The stereotype of Napoleonic Warfare and indeed any gunpowder war before the World War 1 is that soldiers just line up and shoot without regard to marksmanship because they assume that an enemy will get hit in the mass fire of volley. So much that I seen comments about how you don't even have to hold your rifle properly and you just shoot it in the American Civil War and earlier because you are guaranteed to hit an enemy in the mass rigid square blocks they are stuck in.
However this thread on suppressive fire in modern warfare made me curious.
The OP states despite the cliche that hundreds of bullets are spent to kill a single enemy and most tactics in modern war involves spraying at an enemy to get him to become too scared to shoot back and hide while you have one person sneak up behind the now cowering enemy and kill him, plenty of marksmanship training is still done in modern warfare.
So I have to ask if marksmanship was important even in volley fire seen before WW1 in the American Civil War and other earlier time periods in particular Napoleonic? Is it misunderstood much like modern suppression tactics is by people where they get the wrong impression that you just spray bullets on an enemy and marksmanship doesn't matter because your buddies will sneak behind them and kill them? Is it more than just "spray bullets nonstop and hope it hits the guy in front of you who's in a bayonet block"?

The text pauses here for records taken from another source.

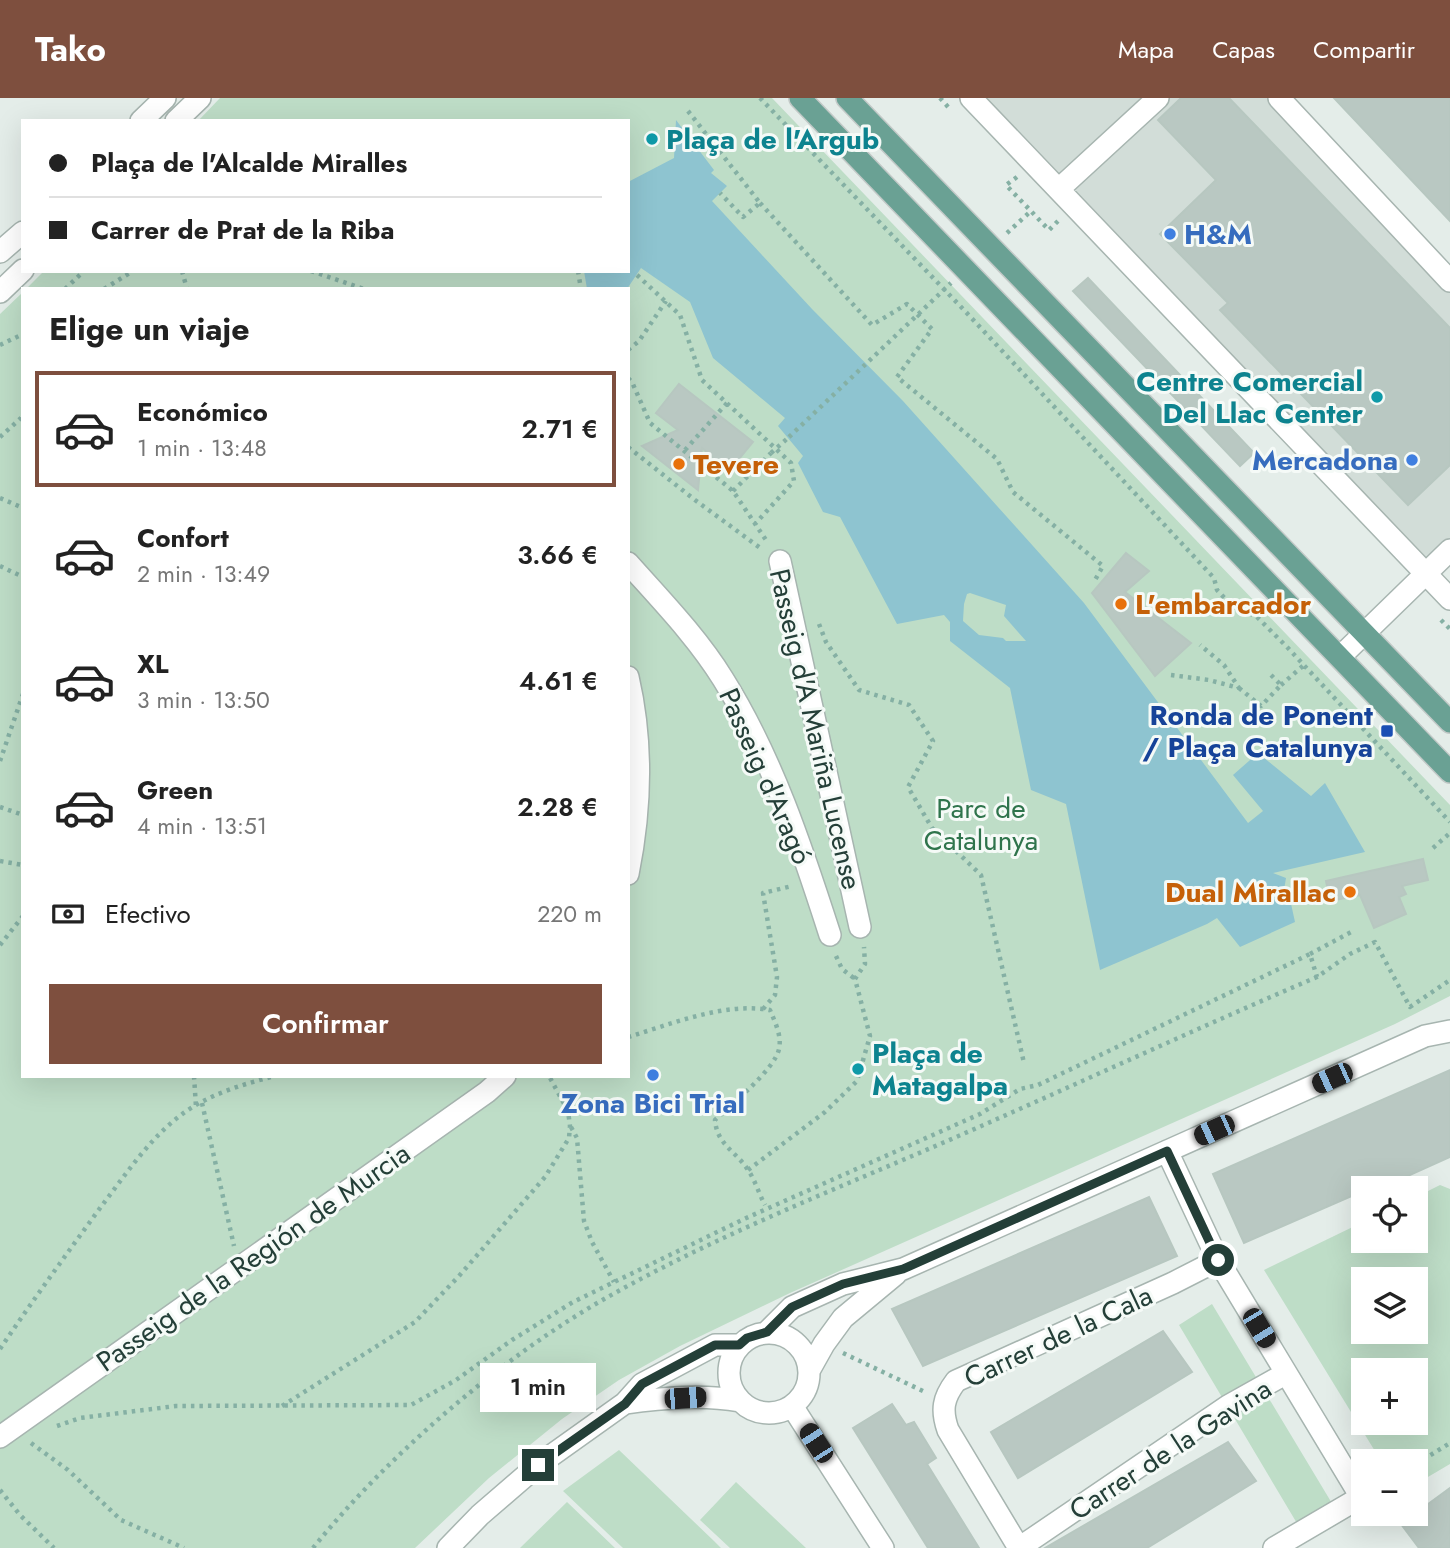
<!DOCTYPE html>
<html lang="es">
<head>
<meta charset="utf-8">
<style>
	:root { --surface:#fff; --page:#f2f2f2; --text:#222; --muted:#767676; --line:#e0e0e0; --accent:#7e4f3e }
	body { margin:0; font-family:Jost,sans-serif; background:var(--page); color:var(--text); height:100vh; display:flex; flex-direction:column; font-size:26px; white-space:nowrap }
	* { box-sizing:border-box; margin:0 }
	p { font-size:23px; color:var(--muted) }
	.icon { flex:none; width:38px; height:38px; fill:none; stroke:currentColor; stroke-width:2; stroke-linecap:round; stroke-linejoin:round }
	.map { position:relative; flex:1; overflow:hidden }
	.side { position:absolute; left:21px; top:189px; width:609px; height:791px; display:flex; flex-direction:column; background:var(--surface); border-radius:0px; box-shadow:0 7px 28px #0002 }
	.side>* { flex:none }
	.hud { position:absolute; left:21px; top:21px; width:609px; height:154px; border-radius:0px; box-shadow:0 7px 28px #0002; display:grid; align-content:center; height:154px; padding:0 28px; background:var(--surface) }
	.fabs { position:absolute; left:1351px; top:1078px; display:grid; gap:14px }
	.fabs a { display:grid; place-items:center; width:77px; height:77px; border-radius:0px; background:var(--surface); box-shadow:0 7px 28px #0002; font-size:35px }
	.end { position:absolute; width:32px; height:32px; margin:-16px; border:9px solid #243f38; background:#fff; box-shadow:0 0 0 4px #fff }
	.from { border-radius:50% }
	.bubble { position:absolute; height:49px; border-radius:0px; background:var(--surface); box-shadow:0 7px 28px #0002; font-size:23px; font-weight:600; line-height:49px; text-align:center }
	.car { position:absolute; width:21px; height:42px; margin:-21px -10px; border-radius:9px; box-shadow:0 0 5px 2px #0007; background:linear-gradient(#222 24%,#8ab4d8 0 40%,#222 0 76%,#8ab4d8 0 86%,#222 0) }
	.hud b { display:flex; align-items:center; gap:24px; height:66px; font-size:26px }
	.hud b+b { border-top:2px solid var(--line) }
	.hud i { width:18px; height:18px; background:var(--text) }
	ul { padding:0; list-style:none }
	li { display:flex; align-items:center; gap:21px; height:116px; margin:0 14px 10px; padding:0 14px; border:4px solid transparent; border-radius:0px }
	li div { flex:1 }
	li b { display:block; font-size:26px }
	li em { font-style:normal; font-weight:600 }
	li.on { border-color:var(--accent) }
	li>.icon { width:63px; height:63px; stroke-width:1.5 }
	h2 { padding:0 28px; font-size:32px; line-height:84px }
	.pay { display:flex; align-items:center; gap:18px; height:77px; padding:0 28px; font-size:26px }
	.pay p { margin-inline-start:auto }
	.action { display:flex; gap:14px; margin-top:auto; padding:14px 28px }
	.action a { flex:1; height:80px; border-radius:0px; background:var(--accent); color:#fff; font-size:28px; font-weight:600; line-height:80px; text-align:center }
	header { display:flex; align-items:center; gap:42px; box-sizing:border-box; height:98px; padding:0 35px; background:var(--accent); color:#fff }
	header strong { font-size:33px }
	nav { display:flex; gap:38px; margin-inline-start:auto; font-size:24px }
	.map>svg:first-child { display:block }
</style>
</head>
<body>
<header>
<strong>Tako</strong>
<nav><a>Mapa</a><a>Capas</a><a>Compartir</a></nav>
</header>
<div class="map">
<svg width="1450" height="1450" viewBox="0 0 1450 1450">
	<rect width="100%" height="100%" fill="#e4ede9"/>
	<path fill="#d2ddd8" d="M971,0H1279L1450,183V449L1425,473Z"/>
	<path fill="#beddc7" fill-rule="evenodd" d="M220,0H772L1450,707V898L1395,926L790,1195L680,1248L619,1282L562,1321L489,1380L415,1450H0V216L23,194V978H628V191H26L44,173H628V23H198Z
		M1440,1087L1450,1091V1366L1416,1386V1363H1381L1264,1172L1363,1124V1143H1416V1099ZM1363,1181H1416V1234H1363ZM1363,1272H1416V1325H1363Z
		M1212,1206L1333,1407L1298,1427L1179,1227Z
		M619,1352L714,1443L721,1450H623L563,1393Z
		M736,1384L806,1450H730L700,1422Z
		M567,1404L615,1450H520Z"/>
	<path fill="#8ec4d0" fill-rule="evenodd" d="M676,22L714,72L711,75L727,88L712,103L812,211L903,303L1084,505L1248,725L1263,713L1233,677L1258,655L1311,698L1325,685L1365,754L1273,775L1286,780L1284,792H1288L1295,824L1240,849L1217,820L1207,826L1100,872L1066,706L1031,692L1010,590L950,543V524L944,517L897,526L840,419L823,414L798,365L803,358L778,328L785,320L713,260L690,204L641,170L627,191H587L584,173H628V84L674,60ZM970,495L1006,507L1004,518L1026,543H1006L1003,540L979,537L963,523L964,506L967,496Z"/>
	<path fill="#b9c8c2" stroke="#b7c7c0" stroke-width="2" d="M1181,0H1229L1450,230V367L1408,407L1220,212L1228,205L1160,136L1216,82L1158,22Z
		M1334,0H1450V123Z
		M1088,180L1254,355L1240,368L1073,193Z
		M679,286L753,344L729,373L702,350L698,392L642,348L678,332L656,315Z
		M1126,455L1149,473L1125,494L1191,545L1155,578L1092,495Z
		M1423,761L1428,782L1402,788L1406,796L1399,799L1406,816L1374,830L1360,797L1330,803L1326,783Z
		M1450,972V1059L1381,1090L1378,1086L1363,1090V1093L1244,1145L1213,1076Z
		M1149,1099L1177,1158L923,1268L892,1211Z
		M1163,1233L1192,1274L1018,1380L991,1334Z
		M892,1306L906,1327L914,1324L936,1360L927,1366L979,1450H928L853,1330Z
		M1228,1344L1256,1383L1147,1450H1045Z
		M1450,1390V1450H1419L1401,1426Z"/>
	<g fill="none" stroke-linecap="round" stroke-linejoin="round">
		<defs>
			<path id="minor" d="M971,0L1450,501
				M1279,0L1450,183
				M141,23L165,0
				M176,23L200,0
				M1059,91L1158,0
				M0,154L23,134
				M0,194L23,172
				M780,463L860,829
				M628,465C661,502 697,539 723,581C772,659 802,750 830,837
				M1340,559L1450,452
				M628,579C643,644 641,711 628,776
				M1167,1053L1218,1162L1361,1399L1274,1450
				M767,1234L792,1209L843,1186L903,1171L1425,938L1450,933
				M729 1275a40 40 0 1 1 80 0a40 40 0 1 1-80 0Z
				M810,1271L824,1246L843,1220L896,1176
				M625,1305C663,1300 702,1296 740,1303
				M792,1308L883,1450
				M0,1339L487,994L505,978
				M448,1450L480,1417L538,1367L625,1305L642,1286L715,1247H739
				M1019,1450L948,1332C941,1312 943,1300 956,1283L1173,1185L1218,1162
				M1019,1450L1228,1308L1285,1276"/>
			<path id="major" d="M800,0L1450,674
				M847,0L1450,624"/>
		</defs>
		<use href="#minor" stroke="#a7b5b0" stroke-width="24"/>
		<use href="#major" stroke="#c2c9c7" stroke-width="24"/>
		<path stroke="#85b0a4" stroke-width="4.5" stroke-dasharray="3.5 5" stroke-linecap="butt" d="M760,0L964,212L1214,480L1217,492L1233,509L1256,518L1287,549L1450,724
			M940,0L949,10
			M688,13L760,105L743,119L720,95
			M1017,79L1006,87L1049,132L1058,123
			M760,105L872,227L907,206L932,231L897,279L997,361L1013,394L1103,468L1095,482
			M1007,135L1031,113
			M182,173L187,191
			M311,173L364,191
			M578,173L581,191
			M637,177L680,217L702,282L791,365L794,383L755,426
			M65,191L84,173
			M104,191L133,173
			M0,247L23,236
			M628,252L639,243L666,203
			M628,280L632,284L650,325L733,393L768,445
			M0,339L21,320L23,315
			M789,339L951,185
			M628,349L695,402L763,452
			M685,352L727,305
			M733,393L771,355
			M0,400L23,410
			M0,468L23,479
			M1441,522L1450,531
			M819,526L826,544L859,592L909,607L933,643L908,689L932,730L981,777L1024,965
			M1171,577L1209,582L1239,590L1224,567L1200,547
			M1281,587L1304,567
			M1239,590L1261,608L1281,587L1271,577
			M0,663L23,596
			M0,709L23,717
			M1433,750L1450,735
			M0,763L23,767
			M0,847L23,818
			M1310,856L1355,832
			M836,858L842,871L855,881
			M763,911L775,897L777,879L763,795L792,788
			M628,939C672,926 724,904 770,912C775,924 782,938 779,951C775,971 731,1007 715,1022C717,1047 736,1053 748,1072C755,1082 759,1096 765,1107
			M194,978L196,1009
			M202,1005L234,1148
			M571,1029L577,1040L584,1123L592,1144L614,1184
			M748,1072L825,1014L857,983L870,938L855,881L865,866L864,849
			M0,1251C33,1202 68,1154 103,1106C126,1076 150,1040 181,1017C207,997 243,986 275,978
			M843,1255L927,1295
			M282,1308L415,1224L459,1178L545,1079L569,1040L570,1028L568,1013L549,978
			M57,1328L80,1320L176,1308L411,1307L456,1282L512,1242L573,1204L744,1121L980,1016L1020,991L1038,987L1310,856L1317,879
			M31,1345L68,1372L121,1422L184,1450
			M1416,1366L1450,1345
			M0,1392L20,1417L54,1450
			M313,1450C388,1357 502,1259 606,1200C715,1138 832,1093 947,1043C1071,989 1193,932 1317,879L1350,856L1375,844L1410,909L1450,882"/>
		<use href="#minor" stroke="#fff" stroke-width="21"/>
		<use href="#major" stroke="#6aa194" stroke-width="21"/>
		<path stroke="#85b0a4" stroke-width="4.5" stroke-dasharray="3.5 5" stroke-linecap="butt" d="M771,355L789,339"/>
	</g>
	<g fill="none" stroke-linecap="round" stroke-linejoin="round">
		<path stroke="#243f38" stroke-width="9" d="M538,1367L625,1306L642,1286L715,1247H739L747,1240L767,1234L792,1209L823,1195L843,1186L903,1171L1167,1053L1218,1162"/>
	</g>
	<g fill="#0f9aa8" stroke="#f5faf7" stroke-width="2.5">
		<circle cx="652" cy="41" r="7"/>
		<circle cx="1377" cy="299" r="7"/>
		<circle cx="858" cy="971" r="7"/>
	</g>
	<g fill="#3f7fe0" stroke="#f5faf7" stroke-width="2.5">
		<circle cx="1170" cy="136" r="7"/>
		<circle cx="1412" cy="362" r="7"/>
		<circle cx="653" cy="977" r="7"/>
	</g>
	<g fill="#e8710a" stroke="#f5faf7" stroke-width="2.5">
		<circle cx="679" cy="366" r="7"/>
		<circle cx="1121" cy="506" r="7"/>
		<circle cx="1350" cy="794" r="7"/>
	</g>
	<rect fill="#1a4fb4" stroke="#f5faf7" stroke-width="2.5" x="1380" y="626" width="14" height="14" rx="3.5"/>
	<g text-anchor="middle" stroke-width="6" stroke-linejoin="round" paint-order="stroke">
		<g font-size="28" font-weight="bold" fill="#0d838f" stroke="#f5faf7" text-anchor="start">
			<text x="666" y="51">Plaça de l'Argub</text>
			<text x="1363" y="293" text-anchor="end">Centre Comercial<tspan x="1363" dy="32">Del Llac Center</tspan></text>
			<text x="872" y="965">Plaça de<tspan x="872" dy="32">Matagalpa</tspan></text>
		</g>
		<g font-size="28" font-weight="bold" fill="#366cbe" stroke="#f5faf7" text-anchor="start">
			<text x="1184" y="146">H&amp;M</text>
			<text x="1398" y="372" text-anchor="end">Mercadona</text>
			<text x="653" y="1015" text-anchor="middle">Zona Bici Trial</text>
		</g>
		<g font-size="28" font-weight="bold" fill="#c56008" stroke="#f5faf7" text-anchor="start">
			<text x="693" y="376">Tevere</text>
			<text x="1135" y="516">L'embarcador</text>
			<text x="1336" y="804" text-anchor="end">Dual Mirallac</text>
		</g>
		<g font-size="28" font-weight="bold" fill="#164399" stroke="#f5faf7" text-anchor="end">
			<text x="1373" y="627">Ronda de Ponent<tspan x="1373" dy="32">/ Plaça Catalunya</tspan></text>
		</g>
		<g font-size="28" fill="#243f38" stroke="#f5faf7">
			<text transform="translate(816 631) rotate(77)" y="10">Passeig d'A Mariña Lucense</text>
			<text transform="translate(766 678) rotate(66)" y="10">Passeig d'Aragó</text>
			<text transform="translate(253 1159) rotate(-35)" y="10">Passeig de la Región de Murcia</text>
			<text transform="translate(1058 1238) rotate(-25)" y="10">Carrer de la Cala</text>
			<text transform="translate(1170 1351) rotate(-33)" y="10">Carrer de la Gavina</text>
		</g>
		<g font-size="28" fill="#2f744c" stroke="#f5faf7">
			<text x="981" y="720">Parc de<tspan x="981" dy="32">Catalunya</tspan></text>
		</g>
	</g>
</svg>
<div class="fabs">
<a><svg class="icon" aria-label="locate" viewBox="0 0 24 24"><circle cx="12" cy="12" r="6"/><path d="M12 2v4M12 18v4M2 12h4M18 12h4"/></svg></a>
<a><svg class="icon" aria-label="layers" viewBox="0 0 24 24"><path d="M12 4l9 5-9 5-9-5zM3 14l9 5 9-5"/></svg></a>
<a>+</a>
<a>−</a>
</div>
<i class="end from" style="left:1218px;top:1162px"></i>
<i class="end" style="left:538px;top:1367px"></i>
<div class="bubble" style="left:480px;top:1265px;width:116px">1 min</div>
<i class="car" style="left:1332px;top:980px;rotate:246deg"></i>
<i class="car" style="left:1214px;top:1032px;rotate:246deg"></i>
<i class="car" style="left:1259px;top:1230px;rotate:149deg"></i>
<i class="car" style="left:685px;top:1300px;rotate:86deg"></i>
<i class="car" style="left:816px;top:1345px;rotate:327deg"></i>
<div class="hud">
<b><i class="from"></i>Plaça de l'Alcalde Miralles</b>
<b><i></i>Carrer de Prat de la Riba</b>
</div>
<section class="side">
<h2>Elige un viaje</h2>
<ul>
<li class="on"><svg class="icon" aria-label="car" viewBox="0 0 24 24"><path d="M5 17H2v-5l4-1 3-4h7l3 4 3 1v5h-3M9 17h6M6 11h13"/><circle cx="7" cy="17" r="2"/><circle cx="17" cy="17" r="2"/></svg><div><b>Económico</b><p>1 min · 13:48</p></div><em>2.71 €</em></li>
<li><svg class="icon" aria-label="car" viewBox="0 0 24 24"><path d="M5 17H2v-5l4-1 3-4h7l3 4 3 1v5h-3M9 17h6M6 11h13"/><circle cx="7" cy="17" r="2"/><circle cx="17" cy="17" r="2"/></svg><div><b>Confort</b><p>2 min · 13:49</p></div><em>3.66 €</em></li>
<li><svg class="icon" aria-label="car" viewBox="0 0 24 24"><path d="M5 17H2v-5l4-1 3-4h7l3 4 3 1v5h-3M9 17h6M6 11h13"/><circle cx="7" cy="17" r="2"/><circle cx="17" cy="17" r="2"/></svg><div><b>XL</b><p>3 min · 13:50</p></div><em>4.61 €</em></li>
<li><svg class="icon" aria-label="car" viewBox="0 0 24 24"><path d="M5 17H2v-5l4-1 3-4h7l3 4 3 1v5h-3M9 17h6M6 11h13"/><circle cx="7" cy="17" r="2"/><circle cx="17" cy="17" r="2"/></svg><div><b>Green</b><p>4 min · 13:51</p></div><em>2.28 €</em></li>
</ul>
<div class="pay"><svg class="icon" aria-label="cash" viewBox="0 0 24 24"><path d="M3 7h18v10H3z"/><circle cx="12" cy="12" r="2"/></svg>Efectivo<p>220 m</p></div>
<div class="action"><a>Confirmar</a></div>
</section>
</div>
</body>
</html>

If its true that soldiers prior to the World War 1 particularly the Napoleon years just shot bullets aimlessly without bothering to try to target on an enemy because they expected their mass volleys to hit so many marching enemy troops in square formations......... Why did they still hold rifles in the basic aiming stance and arm structure? Why didn't they just tell soldiers to hold rifles from the hips and shoot in any angle or any stance they want?